Scan the entries below and extract each line with the word "solid" in it.

Top of Listed records

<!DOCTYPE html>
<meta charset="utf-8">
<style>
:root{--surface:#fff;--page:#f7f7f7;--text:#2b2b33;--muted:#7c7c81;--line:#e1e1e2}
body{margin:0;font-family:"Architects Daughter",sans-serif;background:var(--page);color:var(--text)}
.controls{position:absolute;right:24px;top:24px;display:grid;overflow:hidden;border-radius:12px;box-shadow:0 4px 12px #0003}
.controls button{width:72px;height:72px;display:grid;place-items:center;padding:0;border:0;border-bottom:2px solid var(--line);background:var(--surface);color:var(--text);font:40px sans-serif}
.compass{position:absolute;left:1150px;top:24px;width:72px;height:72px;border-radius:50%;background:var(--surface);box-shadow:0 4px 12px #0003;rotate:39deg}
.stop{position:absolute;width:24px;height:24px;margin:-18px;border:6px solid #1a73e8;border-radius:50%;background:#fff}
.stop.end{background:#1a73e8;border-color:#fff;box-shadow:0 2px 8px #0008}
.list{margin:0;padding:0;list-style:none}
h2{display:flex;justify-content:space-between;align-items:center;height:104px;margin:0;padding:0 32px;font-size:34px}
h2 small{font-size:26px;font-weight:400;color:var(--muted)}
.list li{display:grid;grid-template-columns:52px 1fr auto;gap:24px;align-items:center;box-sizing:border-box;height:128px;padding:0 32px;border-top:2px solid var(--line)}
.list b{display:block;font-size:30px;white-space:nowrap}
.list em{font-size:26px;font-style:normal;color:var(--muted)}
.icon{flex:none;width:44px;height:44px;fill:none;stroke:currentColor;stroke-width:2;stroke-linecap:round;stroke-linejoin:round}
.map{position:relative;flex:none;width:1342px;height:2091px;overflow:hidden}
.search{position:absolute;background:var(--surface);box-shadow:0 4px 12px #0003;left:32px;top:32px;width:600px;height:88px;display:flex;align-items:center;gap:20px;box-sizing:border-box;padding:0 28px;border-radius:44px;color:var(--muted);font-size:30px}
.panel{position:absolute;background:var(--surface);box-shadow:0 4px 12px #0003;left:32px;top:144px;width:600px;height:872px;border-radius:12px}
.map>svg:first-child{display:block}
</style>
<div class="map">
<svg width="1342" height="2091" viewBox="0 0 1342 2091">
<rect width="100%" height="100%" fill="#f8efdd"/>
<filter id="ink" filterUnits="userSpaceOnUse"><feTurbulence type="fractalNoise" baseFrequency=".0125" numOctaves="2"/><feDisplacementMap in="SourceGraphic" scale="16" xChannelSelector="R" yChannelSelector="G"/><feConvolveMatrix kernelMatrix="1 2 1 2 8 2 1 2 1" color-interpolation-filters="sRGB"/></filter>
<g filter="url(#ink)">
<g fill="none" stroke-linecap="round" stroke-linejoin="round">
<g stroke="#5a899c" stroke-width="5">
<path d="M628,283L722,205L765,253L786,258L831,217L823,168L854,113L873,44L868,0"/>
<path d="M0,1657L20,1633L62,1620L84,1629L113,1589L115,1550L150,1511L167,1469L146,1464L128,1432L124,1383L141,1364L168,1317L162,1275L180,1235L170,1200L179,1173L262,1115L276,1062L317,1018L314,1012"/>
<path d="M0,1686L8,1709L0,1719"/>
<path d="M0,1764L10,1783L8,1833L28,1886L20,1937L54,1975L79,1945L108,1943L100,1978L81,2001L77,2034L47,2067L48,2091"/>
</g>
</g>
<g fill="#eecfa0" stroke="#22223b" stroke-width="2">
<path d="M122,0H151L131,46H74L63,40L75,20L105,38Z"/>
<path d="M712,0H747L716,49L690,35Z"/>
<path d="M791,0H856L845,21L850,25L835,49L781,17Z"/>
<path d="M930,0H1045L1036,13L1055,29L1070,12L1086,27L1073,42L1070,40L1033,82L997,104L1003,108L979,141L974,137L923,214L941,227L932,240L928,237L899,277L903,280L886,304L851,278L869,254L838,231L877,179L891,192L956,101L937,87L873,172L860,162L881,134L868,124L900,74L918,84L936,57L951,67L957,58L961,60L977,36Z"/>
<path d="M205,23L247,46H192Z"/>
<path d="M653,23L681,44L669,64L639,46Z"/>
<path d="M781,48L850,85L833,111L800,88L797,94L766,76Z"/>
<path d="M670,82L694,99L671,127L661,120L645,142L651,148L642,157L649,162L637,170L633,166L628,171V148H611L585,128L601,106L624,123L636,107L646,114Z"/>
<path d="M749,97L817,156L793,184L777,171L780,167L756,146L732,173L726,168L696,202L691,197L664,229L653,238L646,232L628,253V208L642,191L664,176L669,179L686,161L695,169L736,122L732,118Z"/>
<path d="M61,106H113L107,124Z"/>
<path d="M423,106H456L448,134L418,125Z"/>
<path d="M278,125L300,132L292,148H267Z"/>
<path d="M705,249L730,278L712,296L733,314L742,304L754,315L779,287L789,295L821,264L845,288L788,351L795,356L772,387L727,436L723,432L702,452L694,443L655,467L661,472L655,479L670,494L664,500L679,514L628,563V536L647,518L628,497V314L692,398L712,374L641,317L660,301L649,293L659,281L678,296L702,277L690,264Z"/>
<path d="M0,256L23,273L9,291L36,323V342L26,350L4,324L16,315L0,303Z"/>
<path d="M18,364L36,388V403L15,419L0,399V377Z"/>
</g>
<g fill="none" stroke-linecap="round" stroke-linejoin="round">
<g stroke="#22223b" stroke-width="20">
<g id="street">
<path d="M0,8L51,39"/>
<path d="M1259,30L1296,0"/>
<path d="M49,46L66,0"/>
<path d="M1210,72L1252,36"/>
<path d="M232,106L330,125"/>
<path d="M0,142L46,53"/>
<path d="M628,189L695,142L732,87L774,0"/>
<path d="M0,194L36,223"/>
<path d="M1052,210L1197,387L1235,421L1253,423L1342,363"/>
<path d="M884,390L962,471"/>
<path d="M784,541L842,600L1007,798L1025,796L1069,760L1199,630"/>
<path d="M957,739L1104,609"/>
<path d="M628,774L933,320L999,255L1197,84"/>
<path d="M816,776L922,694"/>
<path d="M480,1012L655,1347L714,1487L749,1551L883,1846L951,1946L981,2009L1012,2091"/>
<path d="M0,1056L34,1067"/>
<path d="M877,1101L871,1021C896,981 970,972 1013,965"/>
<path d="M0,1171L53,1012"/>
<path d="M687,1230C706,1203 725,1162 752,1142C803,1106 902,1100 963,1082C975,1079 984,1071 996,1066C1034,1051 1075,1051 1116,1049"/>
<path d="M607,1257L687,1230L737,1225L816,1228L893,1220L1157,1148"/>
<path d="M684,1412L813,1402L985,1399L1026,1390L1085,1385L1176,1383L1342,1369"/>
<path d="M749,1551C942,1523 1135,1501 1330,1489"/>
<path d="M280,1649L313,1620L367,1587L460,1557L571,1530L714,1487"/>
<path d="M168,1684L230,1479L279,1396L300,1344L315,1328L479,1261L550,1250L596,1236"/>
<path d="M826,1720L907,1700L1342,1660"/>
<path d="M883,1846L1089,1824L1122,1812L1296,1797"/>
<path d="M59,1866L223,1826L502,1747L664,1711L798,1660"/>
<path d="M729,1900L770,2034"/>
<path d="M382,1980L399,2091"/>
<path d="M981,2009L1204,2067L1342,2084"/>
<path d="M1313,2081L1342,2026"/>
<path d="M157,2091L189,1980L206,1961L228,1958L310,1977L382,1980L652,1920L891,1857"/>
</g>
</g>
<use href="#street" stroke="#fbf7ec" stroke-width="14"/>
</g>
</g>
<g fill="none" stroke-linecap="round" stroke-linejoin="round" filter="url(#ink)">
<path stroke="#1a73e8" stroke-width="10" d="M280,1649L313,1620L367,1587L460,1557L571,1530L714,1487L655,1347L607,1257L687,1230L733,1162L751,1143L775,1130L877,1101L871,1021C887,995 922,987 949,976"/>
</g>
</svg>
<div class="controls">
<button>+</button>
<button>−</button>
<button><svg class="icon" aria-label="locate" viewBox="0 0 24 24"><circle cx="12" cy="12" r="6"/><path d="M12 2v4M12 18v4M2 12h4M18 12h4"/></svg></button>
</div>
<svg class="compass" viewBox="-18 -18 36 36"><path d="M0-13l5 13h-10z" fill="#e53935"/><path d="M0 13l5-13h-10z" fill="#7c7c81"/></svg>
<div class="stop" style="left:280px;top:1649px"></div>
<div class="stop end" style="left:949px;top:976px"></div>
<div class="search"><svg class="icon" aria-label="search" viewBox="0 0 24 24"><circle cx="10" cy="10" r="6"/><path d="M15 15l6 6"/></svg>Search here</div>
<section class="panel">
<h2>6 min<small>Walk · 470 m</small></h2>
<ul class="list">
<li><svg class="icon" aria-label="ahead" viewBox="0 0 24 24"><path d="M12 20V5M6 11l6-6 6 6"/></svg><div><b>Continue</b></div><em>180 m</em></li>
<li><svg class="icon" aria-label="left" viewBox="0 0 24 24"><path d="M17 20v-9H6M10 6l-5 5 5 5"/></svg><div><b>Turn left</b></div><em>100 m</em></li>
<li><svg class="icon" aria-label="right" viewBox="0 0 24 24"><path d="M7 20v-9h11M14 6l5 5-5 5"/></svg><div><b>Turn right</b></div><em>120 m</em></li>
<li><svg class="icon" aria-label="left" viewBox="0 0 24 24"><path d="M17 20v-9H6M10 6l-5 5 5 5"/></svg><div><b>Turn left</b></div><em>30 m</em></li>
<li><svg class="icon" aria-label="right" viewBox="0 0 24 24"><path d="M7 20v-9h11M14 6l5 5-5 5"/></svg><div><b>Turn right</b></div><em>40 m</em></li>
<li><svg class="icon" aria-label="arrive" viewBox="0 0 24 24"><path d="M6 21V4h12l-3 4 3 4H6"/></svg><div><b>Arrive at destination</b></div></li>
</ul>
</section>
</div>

Bottom of Listed records

#### [Exercise output]
.controls button{width:72px;height:72px;display:grid;place-items:center;padding:0;border:0;border-bottom:2px solid var(--line);background:var(--surface);color:var(--text);font:40px sans-serif}
.stop{position:absolute;width:24px;height:24px;margin:-18px;border:6px solid #1a73e8;border-radius:50%;background:#fff}
.list li{display:grid;grid-template-columns:52px 1fr auto;gap:24px;align-items:center;box-sizing:border-box;height:128px;padding:0 32px;border-top:2px solid var(--line)}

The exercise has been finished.